Advocates and elected officials rallied outside of the Rikers Island jail complex Thursday to demand improved conditions at the facility amid an inmate hunger strike.
About 200 detainees have been refusing meals since Saturday in an effort to call attention to lack of heat and hot water in some areas of the jail, inconsistent medical care, rampant fighting, and issues with security and sanitation, said one advocate who attended the rally and fields inmate-complaints calls. The figure was also reported Tuesday by The New York Times.
“It’s just becoming unbearable,” Victoria Phillips, a community, health, & justice organizer with the Urban Justice Center, told City & State. Heat has become an increasingly urgent issue amid single-digit temperatures this week, Phillips said.
“The things I keep hearing about consistently is (no access to) mail, heat and no access to hot water. One unit was even complaining about no water. An officer confirmed this morning to me that they were freezing last night,” said Phillips, who attended the 11 a.m. rally, hosted by The Fortune Society, alongside Council Members Gale Brewer, Carmen De La Rosa, Shekar Krishnan, Lincoln Restler and Erik Bottcher.

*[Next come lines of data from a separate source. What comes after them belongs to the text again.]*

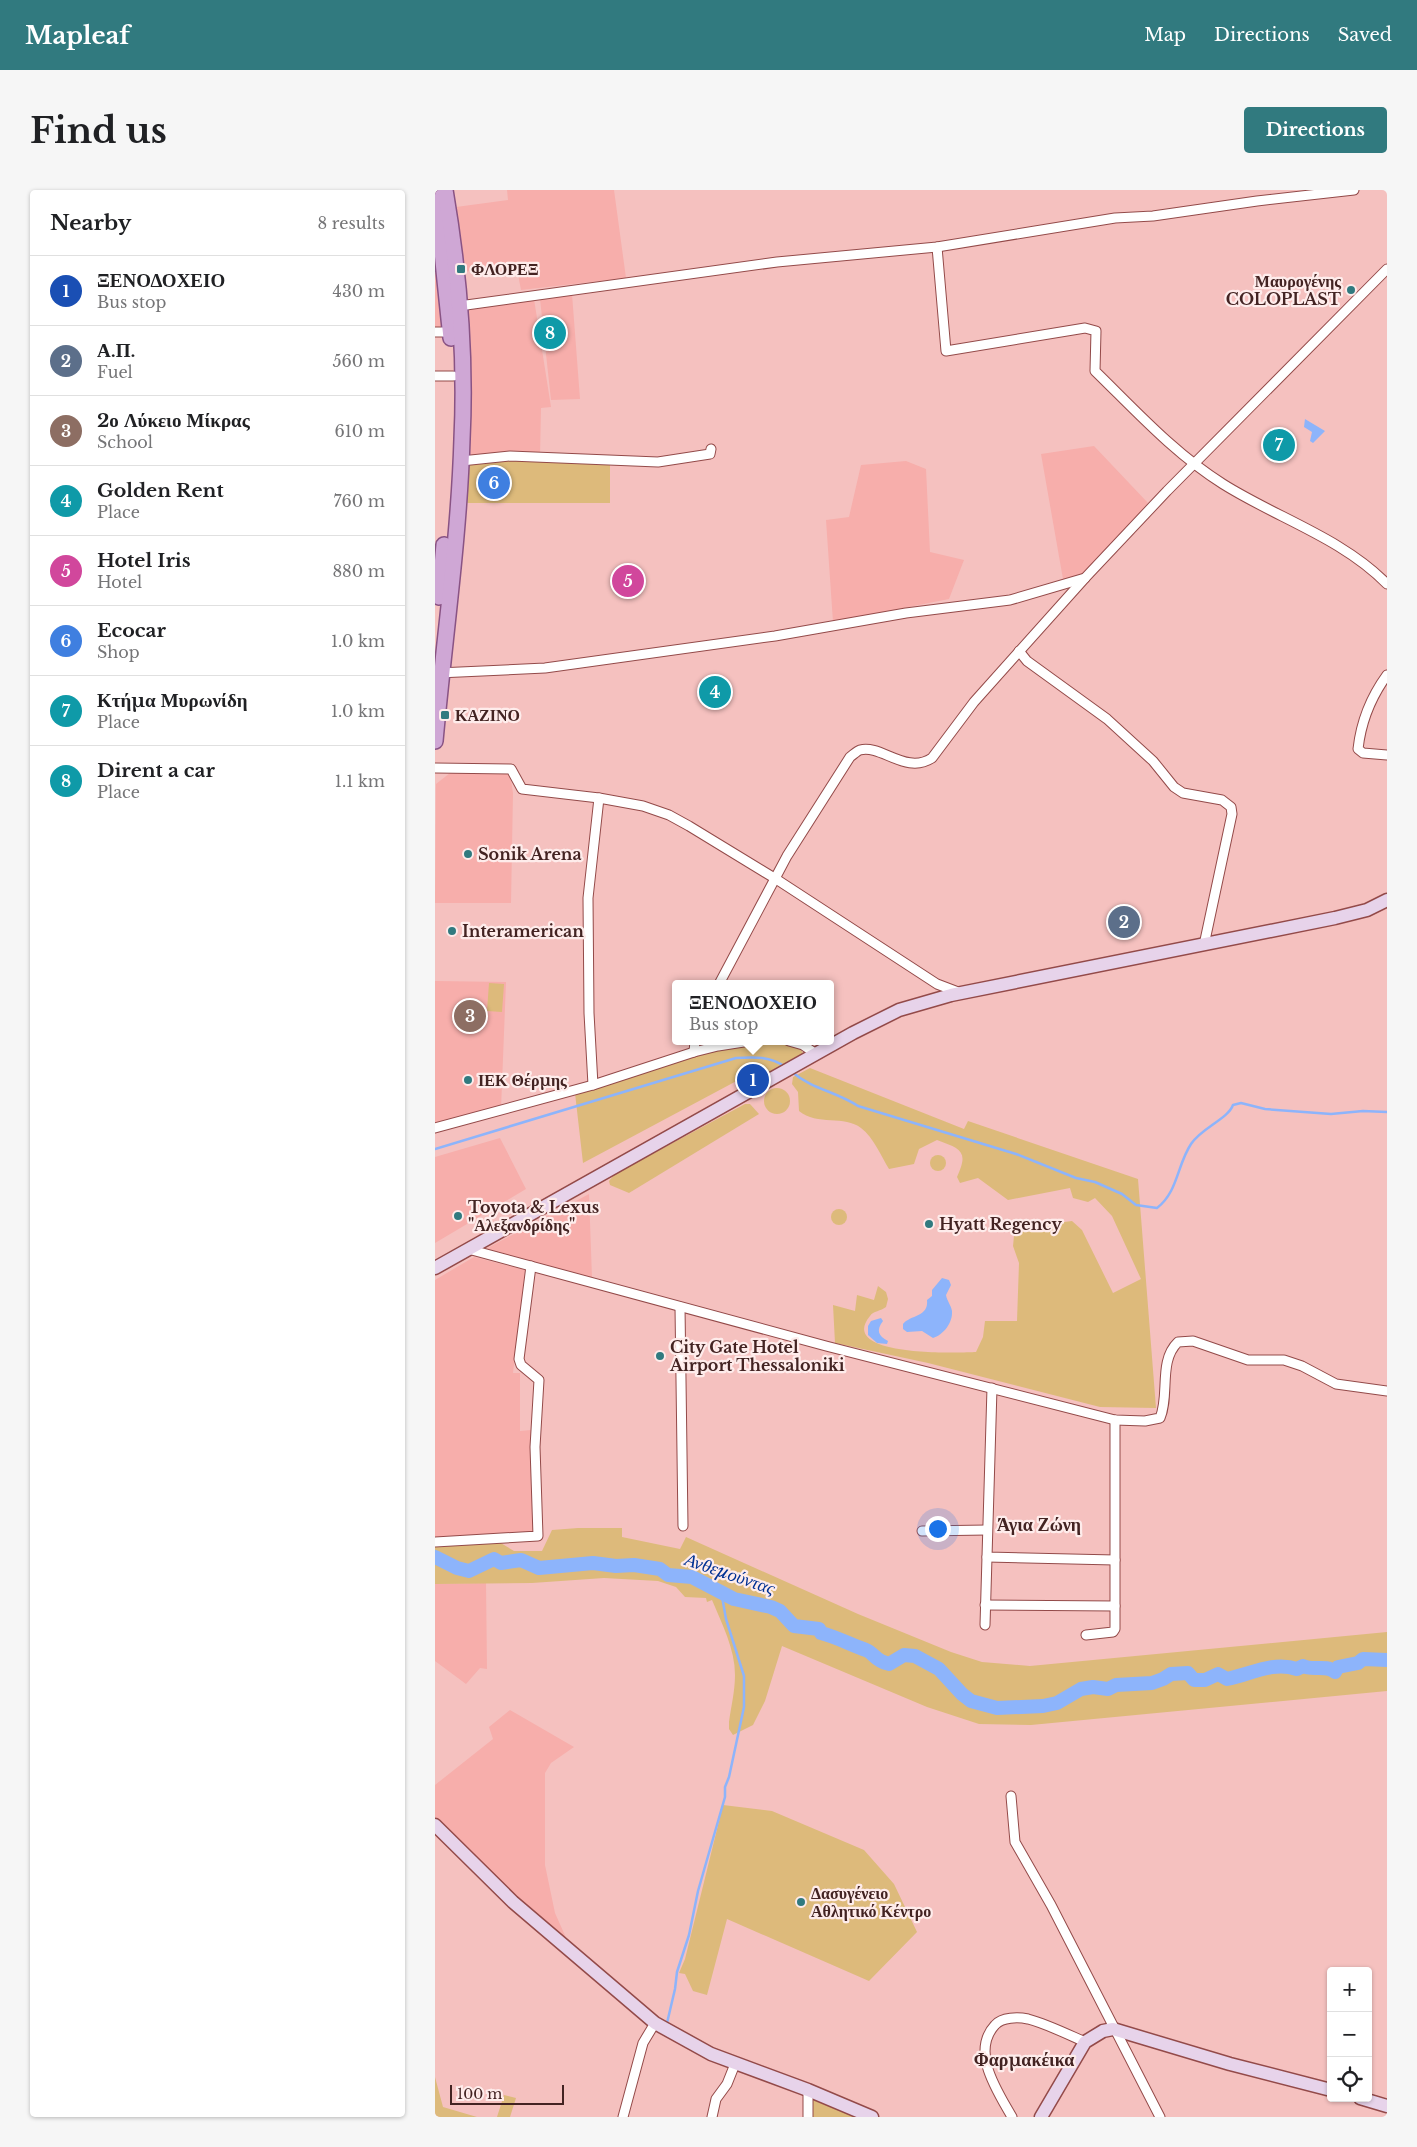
<!DOCTYPE html>
<meta charset="utf-8">
<style>
:root{--surface:#fff;--page:#f6f6f6;--text:#202124;--muted:#757577;--line:#e0e0e0;--accent:#317a7f}
body{margin:0;font-family:"Libre Baskerville",serif;background:var(--page);color:var(--text)}
.controls{position:absolute;right:15px;bottom:15px;display:grid;overflow:hidden;border-radius:5px;box-shadow:0 1px 4px #0004}
.controls button{width:45px;height:45px;display:grid;place-items:center;padding:0;border:0;border-bottom:1px solid var(--line);background:var(--surface);color:var(--text);font:25px sans-serif}
.scale{position:absolute;left:15px;bottom:12px;width:114px;box-sizing:border-box;padding-left:5px;border:2px solid #432322;border-top:0;font-size:14px;line-height:18px;white-space:nowrap;color:#432322;-webkit-text-stroke:4px #feeceb;paint-order:stroke}
.you{position:absolute;left:502px;top:1338px;width:18px;height:18px;margin:-12px;border:4px solid #fff;border-radius:50%;background:#1a73e8;box-shadow:0 0 0 8px #1a73e833}
.badge{display:grid;place-items:center;width:32px;height:32px;border-radius:50%;background:var(--accent);color:#fff;font-size:16px;font-weight:700}
.pin{position:absolute;translate:-50% -50%;border:2px solid #fff;box-shadow:0 1px 5px #0006}
.popup{position:absolute;left:237px;top:790px;width:162px;height:65px;box-sizing:border-box;display:grid;place-content:center;border-radius:5px;background:var(--surface);filter:drop-shadow(0 1px 4px #0005);font-size:16px;white-space:nowrap;color:var(--muted)}
.popup b{font-size:19px;color:var(--text)}
.popup::after{content:'';position:absolute;left:50%;top:100%;margin-left:-10px;border:10px solid transparent;border-top-color:var(--surface)}
.list{margin:0;padding:0;list-style:none}
h2{display:flex;justify-content:space-between;align-items:center;height:65px;margin:0;padding:0 20px;font-size:21px}
h2 small{font-size:16px;font-weight:400;color:var(--muted)}
.list li{display:grid;grid-template-columns:32px 1fr auto;gap:15px;align-items:center;box-sizing:border-box;height:70px;padding:0 20px;border-top:1px solid var(--line)}
.list b{display:block;font-size:19px;white-space:nowrap}
.list p{margin:0;font-size:16px;white-space:nowrap;color:var(--muted)}
.list em{font-size:16px;font-style:normal;color:var(--muted)}
.icon{flex:none;width:28px;height:28px;fill:none;stroke:currentColor;stroke-width:2;stroke-linecap:round;stroke-linejoin:round}
.map{position:relative;flex:none;width:952px;height:1927px;overflow:hidden;border-radius:5px}
header{display:flex;align-items:center;gap:30px;box-sizing:border-box;height:70px;padding:0 25px;background:var(--accent);color:#fff}
header strong{font-size:24px}
nav{display:flex;gap:28px;margin-inline-start:auto;font-size:18px}
.intro{display:flex;align-items:center;justify-content:space-between;box-sizing:border-box;height:120px;padding:0 30px}
h1{margin:0;font-size:35px}
.button{padding:12px 22px;border-radius:5px;background:var(--accent);color:#fff;font-size:18px;font-weight:700}
main{display:flex;gap:30px;padding:0 30px}
aside{flex:1;background:var(--surface);border-radius:5px;box-shadow:0 1px 4px #0004}
.map>svg:first-child{display:block}
.built{fill:#f7aeab}
.green{fill:#ddba7b}
.water{fill:#8db4fb}
.lines{fill:none;stroke-linecap:round;stroke-linejoin:round}
.stream{stroke:#8db4fb;stroke-width:2.5}
.river{stroke:#8db4fb;stroke-width:14}
.street-casing{stroke:#934a49;stroke-width:11}
.secondary-casing{stroke:#934a49;stroke-width:15}
.primary-casing{stroke:#895384;stroke-width:18}
.street{stroke:#fff;stroke-width:9}
.secondary{stroke:#e7d3ea;stroke-width:12}
.primary{stroke:#cfa7d5;stroke-width:15}
.poi-dot{fill:#317a7f;stroke:#feeceb;stroke-width:2}
.labels{text-anchor:middle;dominant-baseline:central;stroke-width:4.5;stroke-linejoin:round;paint-order:stroke}
.poi-label{font-size:16px;font-weight:bold;fill:#432322;stroke:#feeceb;text-anchor:start}
.neighbourhood-label{font-size:18px;font-weight:bold;fill:#432322;stroke:#feeceb}
.water-label{font-size:18px;font-style:italic;fill:#003193;stroke:#feeceb}
</style>
<header>
<strong>Mapleaf</strong>
<nav><a>Map</a><a>Directions</a><a>Saved</a></nav>
</header>
<div class="intro"><h1>Find us</h1><a class="button">Directions</a></div>
<main>
<aside>
<h2>Nearby<small>8 results</small></h2>
<ul class="list">
<li><span class="badge" style="background:#1a4fb4">1</span><div><b>ΞΕΝΟΔΟΧΕΙΟ</b><p>Bus stop</p></div><em>430 m</em></li>
<li><span class="badge" style="background:#5c6f8a">2</span><div><b>Α.Π.</b><p>Fuel</p></div><em>560 m</em></li>
<li><span class="badge" style="background:#8d6e63">3</span><div><b>2ο Λύκειο Μίκρας</b><p>School</p></div><em>610 m</em></li>
<li><span class="badge" style="background:#0f9aa8">4</span><div><b>Golden Rent</b><p>Place</p></div><em>760 m</em></li>
<li><span class="badge" style="background:#d1479c">5</span><div><b>Hotel Iris</b><p>Hotel</p></div><em>880 m</em></li>
<li><span class="badge" style="background:#3f7fe0">6</span><div><b>Ecocar</b><p>Shop</p></div><em>1.0 km</em></li>
<li><span class="badge" style="background:#0f9aa8">7</span><div><b>Κτήμα Μυρωνίδη</b><p>Place</p></div><em>1.0 km</em></li>
<li><span class="badge" style="background:#0f9aa8">8</span><div><b>Dirent a car</b><p>Place</p></div><em>1.1 km</em></li>
</ul>
</aside>
<div class="map">
<svg width="952" height="1927" viewBox="0 0 952 1927">
<rect width="100%" height="100%" fill="#f5c1bf"/>
<g class="built">
<path d="M72,0H179L191,88L86,100L81,74L29,82L21,17L73,10Z"/>
<path d="M7,82L13,141L0,142V83Z"/>
<path d="M137,104L145,209L116,210L105,109Z"/>
<path d="M99,109L116,217L106,218L105,267L32,266L31,119Z"/>
<path d="M659,256L713,313L649,386L628,389L606,264Z"/>
<path d="M471,271L491,279L495,362L529,370L514,409L398,432L391,330L414,327L426,275Z"/>
<path d="M15,583L75,584L78,603L76,713H0L1,594Z"/>
<path d="M0,791L71,792L66,919L0,938Z"/>
<path d="M65,948L91,999L0,1053V967Z"/>
<path d="M154,1004L157,1088L47,1061Z"/>
<path d="M39,1067L90,1080L78,1183H85V1241L96,1240L99,1342L0,1348V1090Z"/>
<path d="M51,1393L52,1479L45,1478L31,1494L0,1471V1394Z"/>
<path d="M75,1520L139,1557L116,1573L110,1583V1675L120,1723L136,1759L80,1707L0,1627V1595L58,1549L54,1537Z"/>
</g>
<g class="green">
<path d="M74,270L175,272V313H28L32,275Z"/>
<path d="M54,793L69,794L67,822L52,821Z"/>
<path d="M339,851L363,855L368,863L325,887H309L148,973L140,903L283,859Z"/>
<path d="M375,878L529,939L533,931L703,989L721,1218L665,1217L493,1173L400,1153L398,1115L420,1121L422,1105L439,1110L443,1096L451,1102L453,1109L451,1117C446,1121 438,1121 435,1126C401,1167 524,1163 541,1162L548,1147L550,1131H582L584,1073L578,1056L579,1046L590,1037L637,1031L647,1040L678,1103L706,1089L677,1026L660,1008L653,1012L638,1008L635,998L573,1010L543,988L525,993L522,987C534,961 526,959 502,950L484,959L479,974L454,979C446,966 439,948 426,938C410,925 382,936 364,921L363,902L357,894L358,887Z"/>
<circle cx="342" cy="911" r="13"/>
<path d="M310,914H315L324,924L194,1003L175,995L174,991L180,984Z"/>
<circle cx="503" cy="973" r="8"/>
<circle cx="404" cy="1027" r="8"/>
<path d="M143,1338H187V1347L245,1359L251,1347L423,1424L516,1462L547,1472L595,1476L952,1442V1501L596,1535L544,1534L492,1517L347,1456L330,1511L318,1535L298,1545L294,1539V1532C296,1517 300,1501 300,1485C300,1459 287,1434 277,1410L272,1412L271,1408L250,1407L241,1397L223,1391L169,1388L97,1393L0,1394V1355L64,1352L79,1361H107L117,1340Z"/>
<path d="M288,1615L337,1621L429,1660L459,1694L482,1742L434,1791L292,1729L272,1805L258,1801L250,1784L244,1783L250,1769Z"/>
<path d="M0,1887L8,1917L42,1927H0Z"/>
<path d="M69,1905L81,1908L75,1927H62Z"/>
<path d="M378,1910L420,1927H378Z"/>
</g>
<g class="water">
<path d="M870,229L890,241L878,253L875,251L877,242L869,237Z"/>
<path d="M507,1088L514,1090L516,1095L511,1105C512,1111 516,1115 517,1121C518,1133 508,1145 498,1148L487,1141L472,1142L468,1139V1134C475,1125 494,1127 492,1110L497,1106V1100Z"/>
<path d="M446,1128L448,1131C441,1140 443,1146 453,1151L452,1154L442,1153L433,1145V1136L436,1131Z"/>
</g>
<g class="lines">
<g class="stream">
<path d="M357,882C377,899 402,902 423,916L581,964L641,988L660,992L687,1004L701,1015L722,1018C743,1002 742,975 756,954C766,938 793,929 798,915L806,913L830,919L896,924L928,921L952,922"/>
<path d="M0,959L301,868C319,867 336,866 350,877"/>
<path d="M232,1833L240,1799L242,1782L254,1745L263,1701L290,1607V1597L294,1587L309,1517V1486L291,1429L286,1401"/>
</g>
<path class="river" d="M0,1367L22,1378L34,1381L59,1369L66,1373L86,1370L104,1378L158,1373L181,1376L199,1375L225,1379L233,1385L257,1387L299,1409L336,1417L345,1421L359,1436L384,1439L386,1443C402,1447 416,1455 431,1460C439,1463 440,1471 454,1474L469,1465L480,1466L504,1479L527,1504L536,1511L562,1518L608,1516L622,1513L646,1499L658,1497L673,1499L681,1495L717,1493L728,1489L736,1484L753,1483L759,1490H770L783,1484L792,1489C816,1484 838,1471 862,1479L868,1476C878,1481 891,1474 900,1482L903,1477L923,1473L928,1469L952,1470"/>
<g class="street-casing">
<g id="street">
<path d="M502,57L511,161L650,138L661,141L660,181C701,221 740,264 788,294C842,328 907,348 952,394"/>
<path d="M24,116L342,72L502,57L680,28L718,26L822,11L919,0"/>
<path d="M0,142H16"/>
<path d="M0,186H18"/>
<path d="M26,271L75,266L223,272L275,264L276,259"/>
<path d="M584,461L592,471L672,529L718,571L739,597L748,603L787,610L796,617L797,624L769,755"/>
<path d="M3,483L110,478L340,446L471,423L575,410L650,388L732,301L952,79"/>
<path d="M952,485C936,507 926,532 923,559L928,563L952,565"/>
<path d="M0,578L76,579L87,599L164,608L153,708L154,823L158,895"/>
<path d="M164,608L208,616L234,625L254,636L341,689L502,794L523,802"/>
<path d="M284,794L352,666L415,567C418,565 422,561 425,560C446,554 471,585 497,568L539,512L650,388"/>
<path d="M260,851L259,862L283,856L315,851"/>
<path d="M354,851L368,855L381,864"/>
<path d="M0,938L158,895L259,862"/>
<path d="M33,1059L391,1156L680,1230L710,1231L725,1228C735,1205 723,1171 743,1152L758,1151L813,1170H849L867,1176L901,1194L952,1201"/>
<path d="M245,1117L248,1336"/>
<path d="M557,1198L552,1367L680,1370"/>
<path d="M487,1341L552,1340"/>
<path d="M0,1352L103,1346L100,1257L104,1190L86,1175L84,1169L96,1076"/>
<path d="M550,1415L680,1416"/>
<path d="M550,1435L552,1367"/>
<path d="M651,1445L678,1442L680,1439V1230"/>
<path d="M576,1606L580,1652L616,1715L725,1927"/>
<path d="M188,1927L208,1853L220,1833"/>
<path d="M277,1927L281,1909L292,1894L300,1874"/>
<path d="M373,1927V1900"/>
<path d="M577,1927C563,1902 535,1862 560,1835C567,1827 583,1827 593,1829C612,1834 632,1844 650,1852"/>
</g>
</g>
<g class="secondary-casing">
<g id="secondary">
<path d="M0,1078L418,843L464,820L516,805L900,728L932,720L952,710"/>
<path d="M0,1635L78,1712L220,1833L276,1864L373,1900L437,1927"/>
<path d="M925,1908L952,1916"/>
<path d="M606,1927L650,1852L668,1841L678,1839L795,1874L896,1900"/>
</g>
</g>
<g class="primary-casing">
<g id="primary">
<path d="M1,4L16,148"/>
<path d="M4,407L9,355"/>
<path d="M0,551C9,450 24,350 27,249C31,166 24,82 10,0"/>
</g>
</g>
<use href="#street" class="street"/>
<use href="#secondary" class="secondary"/>
<use href="#primary" class="primary"/>
</g>
<g class="poi-dot">
<rect x="21" y="74" width="10" height="10" rx="2.5"/>
<circle cx="916" cy="100" r="5"/>
<rect x="5" y="520" width="10" height="10" rx="2.5"/>
<circle cx="33" cy="664" r="5"/>
<circle cx="17" cy="741" r="5"/>
<circle cx="33" cy="890" r="5"/>
<circle cx="23" cy="1026" r="5"/>
<circle cx="494" cy="1034" r="5"/>
<circle cx="225" cy="1166" r="5"/>
<circle cx="366" cy="1712" r="5"/>
</g>
<g class="labels">
<g class="poi-label">
<text x="36" y="79">ΦΛΟΡΕΞ</text>
<text x="906" y="91" text-anchor="end">Μαυρογένης<tspan x="906" dy="18">COLOPLAST</tspan></text>
<text x="20" y="525">ΚΑΖΙΝΟ</text>
<text x="43" y="664">Sonik Arena</text>
<text x="27" y="741">Interamerican</text>
<text x="43" y="890">ΙΕΚ Θέρμης</text>
<text x="33" y="1017">Toyota &amp; Lexus<tspan x="33" dy="18">"Αλεξανδρίδης"</tspan></text>
<text x="504" y="1034">Hyatt Regency</text>
<text x="235" y="1157">City Gate Hotel<tspan x="235" dy="18">Airport Thessaloniki</tspan></text>
<text x="376" y="1703">Δασυγένειο<tspan x="376" dy="18">Αθλητικό Κέντρο</tspan></text>
</g>
<g class="neighbourhood-label">
<text x="604" y="1335">Άγια Ζώνη</text>
<text x="589" y="1870">Φαρμακέικα</text>
</g>
<g class="water-label">
<text transform="translate(295 1384) rotate(19)">Ανθεμούντας</text>
</g>
</g>
</svg>
<div class="controls">
<button>+</button>
<button>−</button>
<button><svg class="icon" aria-label="locate" viewBox="0 0 24 24"><circle cx="12" cy="12" r="6"/><path d="M12 2v4M12 18v4M2 12h4M18 12h4"/></svg></button>
</div>
<div class="scale">100 m</div>
<div class="you"></div>
<div class="pin badge" style="left:318px;top:890px;background:#1a4fb4">1</div>
<div class="popup"><b>ΞΕΝΟΔΟΧΕΙΟ</b>Bus stop</div>
<div class="pin badge" style="left:689px;top:732px;background:#5c6f8a">2</div>
<div class="pin badge" style="left:35px;top:826px;background:#8d6e63">3</div>
<div class="pin badge" style="left:280px;top:502px;background:#0f9aa8">4</div>
<div class="pin badge" style="left:193px;top:391px;background:#d1479c">5</div>
<div class="pin badge" style="left:59px;top:293px;background:#3f7fe0">6</div>
<div class="pin badge" style="left:844px;top:255px;background:#0f9aa8">7</div>
<div class="pin badge" style="left:115px;top:143px;background:#0f9aa8">8</div>
</div>
</main>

While inhumane conditions at the city’s largest jail complex have been an issue for decades, they reached a breaking point this summer amid a COVID-induced staff shortage. Despite a skyrocketing number of inmate deaths and near-constant media reports of turmoil inside the facility, the Department of Correction has dismissed inmate concerns, Phillips said.
“Last night I kept hearing from incarcerated (people) and staff, that wardens and deputies haven’t really even come around to hear their demands,” Phillips said. The city needs to “actually bring officers (in) to start making things happen, start escorting people to medical (appointments), get the mail going. There’s no reason someone does not have access to the law library or access to court… that’s a constitutional right.”
Jail officials on Tuesday denied there was a hunger strike underway.
“A group of detainees were refusing institutional food and instead eating commissary food,” DOC spokesperson Jason Kerset told The Times. “The warden is engaged with them and addressing their concerns, and our employees have been working tirelessly to keep our facilities and all who work and live in them safe.”
COVID-19 is also spreading rampantly throughout the complex. Less than half of inmates are fully vaccinated and more than 370 have tested positive for the virus in recent days, according to The Times.
“The Department of Correction and the officers’ union must provide adequate staffing of all posts across Rikers to ensure safe operations and conditions,” Fortune Society President and CEO JoAnne Page said in a statement. “We stand with the men in (Robert N. Davoren Complex) who are taking this collective action out of desperation, and their loved ones.”
At least 16 inmates died while in city custody last year. Phillips noted the death toll could be even higher when accounting for inmates who died from injuries and ailments sustained at Rikers after their release.
“If you speak to medical staff, they were already saying even before the strike, that not even half of the inmates who put in for medical appointments are being seen,” Phillips said. “I have yet to see the real data on those who were released and then died, because of conditions that they were placed in.”
The rally comes a day after a disturbing video showing an unhinged gang-led “fight night” involving dozens of inmates was unearthed by The Times. One of the inmates involved in the brawl was released by Manhattan Supreme Court Judge Justice April Newbauer last month, because, she said, the DOC failed to protect the man as he awaited trial on robbery charges.
As calls for reform mount, a battle is brewing between the newly elected mayor and City Council over his criminal justice policies, including within the Department of Correction. Mayor Eric Adams replaced his predecessor’s reform-minded DOC Commissioner Vincent Schiraldi with former Las Vegas jails boss Louis Molina, who vowed in his first public statement to bring back the controversial practice of solitary confinement at Adams’ behest.
Molina then fired city jails watchdog, Sarena Townsend, who told The Daily News that she was given a pink slip after refusing to toss thousands of open use-of-force complaints against staff.
Advocates on Thursday made their pleas for better conditions directly to Adams.
“The mayor’s office could step in right now,” Phillips said. “There’s nothing new about the outrageous barbarian conditions except for the people who pass the buck. The City Council passes it to the mayor’s office and the mayor’s office passes it to the DOC.”